Unabhängig von der grundsätzlichen Möglichkeit, das Krankenhaus nach einer Phase mit Anlaufverlusten wirtschaftlich zu betreiben, sehen die Experten von HC&S einen erheblichen Investitions- und Instandhaltungsbedarf. Diese notwendige Unterstützung könne nicht allein durch den Betreiberwechsel aufgefangen werden. Der am 19. November 2025 durch Landrat Andy Grabner (CDU) initiierte Termin mit hochrangigen Vertretern des Ministeriums für Arbeit, Soziales, Gesundheit und Gleichstellung, des Innen- und des Finanzministeriums Sachsen-Anhalts ließ hier jedoch eine grundsätzliche Bereitschaft des Landes erkennen, den Landkreis finanziell zu unterstützen. In der politischen Bewertung gilt dies als zentrale Voraussetzung für eine zukunftsfähige Lösung am Standort.

Landrat Andy Grabner zeigt sich hochzufrieden über den Grundsatzbeschluss: „Die Rekommunalisierung ist ein starkes Signal für die Menschen in Zerbst und im gesamten Landkreis. Besonders freut mich der fraktionsübergreifende Konsens, der zeigt, dass wir uns parteiübergreifend für die Gesundheitsversorgung unserer Bürgerinnen und Bürger einsetzen. Ich danke allen, die in den letzten Wochen Verantwortung übernommen haben.
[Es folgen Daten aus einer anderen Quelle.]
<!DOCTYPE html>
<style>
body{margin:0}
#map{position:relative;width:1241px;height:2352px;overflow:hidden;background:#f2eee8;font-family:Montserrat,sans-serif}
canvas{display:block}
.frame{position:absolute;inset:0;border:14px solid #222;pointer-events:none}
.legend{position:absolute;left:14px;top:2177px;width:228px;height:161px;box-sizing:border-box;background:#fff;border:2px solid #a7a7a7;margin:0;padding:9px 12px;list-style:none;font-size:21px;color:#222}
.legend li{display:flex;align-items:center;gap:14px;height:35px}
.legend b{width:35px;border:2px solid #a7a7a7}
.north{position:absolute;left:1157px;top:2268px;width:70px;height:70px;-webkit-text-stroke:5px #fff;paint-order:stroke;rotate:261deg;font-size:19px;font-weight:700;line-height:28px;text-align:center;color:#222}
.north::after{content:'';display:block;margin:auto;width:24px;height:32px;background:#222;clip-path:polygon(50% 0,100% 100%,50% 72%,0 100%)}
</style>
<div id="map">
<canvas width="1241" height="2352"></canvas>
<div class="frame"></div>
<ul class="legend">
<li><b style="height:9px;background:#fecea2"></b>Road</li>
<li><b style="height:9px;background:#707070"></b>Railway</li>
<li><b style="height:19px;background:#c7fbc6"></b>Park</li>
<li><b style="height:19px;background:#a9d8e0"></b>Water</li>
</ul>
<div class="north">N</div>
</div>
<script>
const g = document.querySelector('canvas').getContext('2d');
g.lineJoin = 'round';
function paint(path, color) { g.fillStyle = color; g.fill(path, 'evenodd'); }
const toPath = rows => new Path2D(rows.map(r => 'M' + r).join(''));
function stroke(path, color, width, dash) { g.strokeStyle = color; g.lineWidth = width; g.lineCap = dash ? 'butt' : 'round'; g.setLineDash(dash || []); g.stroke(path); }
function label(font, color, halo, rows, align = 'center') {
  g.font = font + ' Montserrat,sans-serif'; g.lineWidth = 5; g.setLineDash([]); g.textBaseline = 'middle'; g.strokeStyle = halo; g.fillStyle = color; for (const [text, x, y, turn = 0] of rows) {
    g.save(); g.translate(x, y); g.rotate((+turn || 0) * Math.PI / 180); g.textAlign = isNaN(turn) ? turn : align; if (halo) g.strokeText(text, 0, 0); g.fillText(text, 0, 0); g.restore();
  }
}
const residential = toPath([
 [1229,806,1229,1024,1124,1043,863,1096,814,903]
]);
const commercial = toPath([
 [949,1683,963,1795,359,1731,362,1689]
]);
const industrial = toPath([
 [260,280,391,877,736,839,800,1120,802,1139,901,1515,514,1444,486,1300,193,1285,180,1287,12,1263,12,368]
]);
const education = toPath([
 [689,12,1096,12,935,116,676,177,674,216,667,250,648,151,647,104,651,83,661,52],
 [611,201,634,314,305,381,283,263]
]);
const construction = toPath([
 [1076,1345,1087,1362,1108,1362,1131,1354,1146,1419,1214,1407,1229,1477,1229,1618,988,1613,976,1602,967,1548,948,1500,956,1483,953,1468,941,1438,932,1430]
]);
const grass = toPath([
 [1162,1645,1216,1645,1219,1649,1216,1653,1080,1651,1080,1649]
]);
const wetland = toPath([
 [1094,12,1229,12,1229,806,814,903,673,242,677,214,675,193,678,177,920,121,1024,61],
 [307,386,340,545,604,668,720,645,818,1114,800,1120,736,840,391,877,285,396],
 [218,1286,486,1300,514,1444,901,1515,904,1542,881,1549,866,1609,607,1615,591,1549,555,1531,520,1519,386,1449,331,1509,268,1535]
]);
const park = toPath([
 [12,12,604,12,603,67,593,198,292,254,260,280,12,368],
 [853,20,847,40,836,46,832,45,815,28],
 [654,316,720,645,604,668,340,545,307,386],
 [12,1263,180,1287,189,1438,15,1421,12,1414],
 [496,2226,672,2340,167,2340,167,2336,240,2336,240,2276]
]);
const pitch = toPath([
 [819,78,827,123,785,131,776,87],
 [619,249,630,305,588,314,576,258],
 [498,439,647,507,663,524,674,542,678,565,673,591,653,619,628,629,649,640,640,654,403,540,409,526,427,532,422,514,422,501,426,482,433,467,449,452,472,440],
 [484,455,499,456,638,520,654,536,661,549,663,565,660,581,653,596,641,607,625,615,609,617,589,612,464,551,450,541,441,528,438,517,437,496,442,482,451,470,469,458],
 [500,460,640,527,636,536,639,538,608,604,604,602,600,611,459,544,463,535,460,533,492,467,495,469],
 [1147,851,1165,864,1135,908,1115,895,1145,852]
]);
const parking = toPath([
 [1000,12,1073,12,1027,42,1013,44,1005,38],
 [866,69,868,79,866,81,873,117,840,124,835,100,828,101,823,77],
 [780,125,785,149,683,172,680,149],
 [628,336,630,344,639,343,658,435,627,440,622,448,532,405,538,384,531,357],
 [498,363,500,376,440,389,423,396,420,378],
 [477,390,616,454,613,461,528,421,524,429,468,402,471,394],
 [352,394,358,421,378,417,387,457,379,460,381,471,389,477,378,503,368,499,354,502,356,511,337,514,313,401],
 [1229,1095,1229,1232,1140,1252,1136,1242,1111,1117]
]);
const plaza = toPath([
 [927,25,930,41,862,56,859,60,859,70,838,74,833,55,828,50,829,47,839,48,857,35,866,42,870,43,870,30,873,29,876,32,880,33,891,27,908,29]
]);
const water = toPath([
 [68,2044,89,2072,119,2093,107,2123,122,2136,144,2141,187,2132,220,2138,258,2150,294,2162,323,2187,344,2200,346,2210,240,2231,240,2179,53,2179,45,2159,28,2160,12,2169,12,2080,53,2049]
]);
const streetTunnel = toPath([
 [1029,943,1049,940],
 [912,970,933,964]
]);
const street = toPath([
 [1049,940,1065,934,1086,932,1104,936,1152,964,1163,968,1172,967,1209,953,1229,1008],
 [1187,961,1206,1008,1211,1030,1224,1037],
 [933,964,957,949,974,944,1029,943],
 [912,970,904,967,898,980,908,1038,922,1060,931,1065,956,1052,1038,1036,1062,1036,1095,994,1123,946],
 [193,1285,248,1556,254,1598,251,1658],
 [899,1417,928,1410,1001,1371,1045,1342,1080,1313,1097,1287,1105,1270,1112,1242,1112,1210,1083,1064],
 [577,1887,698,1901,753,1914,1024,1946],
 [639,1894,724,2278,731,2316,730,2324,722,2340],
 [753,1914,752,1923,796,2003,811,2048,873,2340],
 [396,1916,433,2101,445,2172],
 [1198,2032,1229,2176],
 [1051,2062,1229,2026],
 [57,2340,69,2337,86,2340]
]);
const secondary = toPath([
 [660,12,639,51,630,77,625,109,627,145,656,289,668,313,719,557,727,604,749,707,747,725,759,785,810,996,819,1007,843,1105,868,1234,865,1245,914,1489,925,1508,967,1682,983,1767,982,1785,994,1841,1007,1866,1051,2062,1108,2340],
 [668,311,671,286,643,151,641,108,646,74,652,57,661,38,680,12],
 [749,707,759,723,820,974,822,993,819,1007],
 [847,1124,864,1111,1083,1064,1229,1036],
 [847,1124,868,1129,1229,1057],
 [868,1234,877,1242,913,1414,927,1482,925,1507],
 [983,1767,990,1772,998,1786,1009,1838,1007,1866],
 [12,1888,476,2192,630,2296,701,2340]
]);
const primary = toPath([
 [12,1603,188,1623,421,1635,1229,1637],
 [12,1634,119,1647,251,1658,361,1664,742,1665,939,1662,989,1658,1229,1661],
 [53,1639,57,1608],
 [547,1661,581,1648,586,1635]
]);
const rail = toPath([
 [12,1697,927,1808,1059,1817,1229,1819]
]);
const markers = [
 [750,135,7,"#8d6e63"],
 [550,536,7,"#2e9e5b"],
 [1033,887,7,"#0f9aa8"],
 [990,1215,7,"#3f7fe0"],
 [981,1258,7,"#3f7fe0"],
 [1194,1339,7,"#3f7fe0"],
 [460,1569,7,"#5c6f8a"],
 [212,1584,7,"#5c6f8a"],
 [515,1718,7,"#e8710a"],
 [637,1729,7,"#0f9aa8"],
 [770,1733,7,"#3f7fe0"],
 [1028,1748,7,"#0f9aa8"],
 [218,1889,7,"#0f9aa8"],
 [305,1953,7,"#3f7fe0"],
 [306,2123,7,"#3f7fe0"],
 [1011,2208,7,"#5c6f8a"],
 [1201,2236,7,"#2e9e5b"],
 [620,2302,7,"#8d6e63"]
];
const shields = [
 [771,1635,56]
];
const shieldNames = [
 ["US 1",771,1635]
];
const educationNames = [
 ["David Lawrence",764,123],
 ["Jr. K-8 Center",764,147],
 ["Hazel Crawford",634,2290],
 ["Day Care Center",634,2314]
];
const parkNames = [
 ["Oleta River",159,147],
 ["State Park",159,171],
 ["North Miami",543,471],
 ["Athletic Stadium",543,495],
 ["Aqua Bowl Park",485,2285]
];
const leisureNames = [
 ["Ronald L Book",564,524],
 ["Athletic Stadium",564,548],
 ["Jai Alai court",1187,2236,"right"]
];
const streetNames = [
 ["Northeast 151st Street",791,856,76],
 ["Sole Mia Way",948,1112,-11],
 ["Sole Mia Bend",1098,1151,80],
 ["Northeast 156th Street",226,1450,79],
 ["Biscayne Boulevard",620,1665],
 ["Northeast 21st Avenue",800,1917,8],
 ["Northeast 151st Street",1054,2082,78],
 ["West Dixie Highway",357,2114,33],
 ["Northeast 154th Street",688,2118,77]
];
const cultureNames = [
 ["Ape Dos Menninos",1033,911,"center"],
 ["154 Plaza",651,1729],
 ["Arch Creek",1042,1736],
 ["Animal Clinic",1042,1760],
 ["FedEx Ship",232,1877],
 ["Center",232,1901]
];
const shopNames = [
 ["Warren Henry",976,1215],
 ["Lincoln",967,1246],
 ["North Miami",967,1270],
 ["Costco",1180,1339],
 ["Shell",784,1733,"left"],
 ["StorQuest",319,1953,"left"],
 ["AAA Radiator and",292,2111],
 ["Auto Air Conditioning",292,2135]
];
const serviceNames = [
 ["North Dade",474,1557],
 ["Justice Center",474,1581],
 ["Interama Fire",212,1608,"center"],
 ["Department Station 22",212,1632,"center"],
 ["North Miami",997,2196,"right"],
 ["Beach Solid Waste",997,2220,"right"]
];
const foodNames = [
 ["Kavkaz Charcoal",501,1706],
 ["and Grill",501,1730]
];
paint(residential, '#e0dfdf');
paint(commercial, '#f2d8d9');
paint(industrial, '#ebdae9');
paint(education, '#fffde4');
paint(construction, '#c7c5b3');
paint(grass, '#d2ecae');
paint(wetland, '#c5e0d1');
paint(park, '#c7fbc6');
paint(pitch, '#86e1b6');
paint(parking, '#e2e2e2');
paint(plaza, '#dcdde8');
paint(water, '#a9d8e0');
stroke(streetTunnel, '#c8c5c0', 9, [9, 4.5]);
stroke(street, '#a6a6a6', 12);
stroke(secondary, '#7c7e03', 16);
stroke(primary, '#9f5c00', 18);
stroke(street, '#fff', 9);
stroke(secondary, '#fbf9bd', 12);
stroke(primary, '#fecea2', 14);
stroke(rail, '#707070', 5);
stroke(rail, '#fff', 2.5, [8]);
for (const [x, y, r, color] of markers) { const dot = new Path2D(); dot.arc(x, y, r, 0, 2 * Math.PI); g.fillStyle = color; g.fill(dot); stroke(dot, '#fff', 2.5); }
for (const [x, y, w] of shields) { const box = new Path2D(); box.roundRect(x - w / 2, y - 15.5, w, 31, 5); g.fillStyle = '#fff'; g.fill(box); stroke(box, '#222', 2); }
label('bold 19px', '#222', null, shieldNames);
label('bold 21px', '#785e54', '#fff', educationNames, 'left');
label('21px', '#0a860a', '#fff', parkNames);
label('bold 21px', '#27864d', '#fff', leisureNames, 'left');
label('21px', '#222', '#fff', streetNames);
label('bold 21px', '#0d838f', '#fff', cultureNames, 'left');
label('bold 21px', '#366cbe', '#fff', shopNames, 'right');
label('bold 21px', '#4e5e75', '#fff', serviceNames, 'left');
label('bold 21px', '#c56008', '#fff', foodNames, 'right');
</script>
Gemeinsam schaffen wir die Grundlage dafür, dass die medizinische Versorgung vor Ort nachhaltig gesichert wird.“

Kurz vor Weihnachten gab es außerdem eine wichtige und positive Nachricht für die Beschäftigten der Helios Klinik Zerbst/Anhalt: Im Zuge der geplanten Übernahme des Krankenhauses durch den Landkreis Anhalt-Bitterfeld zum 1. März 2026 sollen sämtliche Mitarbeiter übernommen werden. Diese zentrale Zusage ist Ergebnis konstruktiver Verhandlungen, die am 18. Dezember 2025 in Berlin geführt wurden.

In der Bundeshauptstadt verhandelte eine vom Landrat des Landkreises Anhalt-Bitterfeld, Andy Grabner (CDU), angeführte Delegation mit dem derzeitigen Träger Helios entscheidende Eckpunkte der Übernahme. Ein zentraler Bestandteil dieser Vereinbarung ist die klare Zusage, dass alle Beschäftigten der Helios Klinik Zerbst/Anhalt vom Landkreis übernommen werden. Damit wird nicht nur Planungssicherheit für die Mitarbeiter geschaffen, sondern auch ein wichtiges Signal für die Stabilität und Zukunftsfähigkeit des Standorts gesetzt.

Landrat Andy Grabner betonte: „Wir haben von Anfang an versucht, den Kolleginnen und Kollegen des Krankenhauses eine berufliche Perspektive in Zerbst zu erhalten. Die Zusage zur vollständigen Übernahme ist dafür ein starkes Zeichen. Nach einer konstruktiven und guten Verhandlungsrunde ist der Abschluss in greifbare Nähe gerückt. Nun kommt es auf die Genehmigung durch die Kommunalaufsicht sowie die Freigabe durch den Kreistag an.“

Der eingeschlagene Zeitplan bleibt ambitioniert. Noch im Dezember 2025 hat die Delegation des Landkreises Anhalt-Bitterfeld weitere Gespräche mit dem Landesverwaltungsamt in Halle (Saale) als zuständiger Kommunalaufsichtsbehörde geführt. Ziel war es, die formalen Voraussetzungen für die Übernahme fristgerecht zu schaffen und den Übergang zum 1. März 2026 reibungslos zu gestalten, um die medizinische Versorgung in Zerbst und der Region dauerhaft in kommunaler Trägerschaft zu sichern. Mit der nun erzielten Einigung rückt dieses Ziel ein entscheidendes Stück näher – und die Beschäftigten der Klinik konnten mit einer guten Nachricht in die Weihnachtszeit gehen.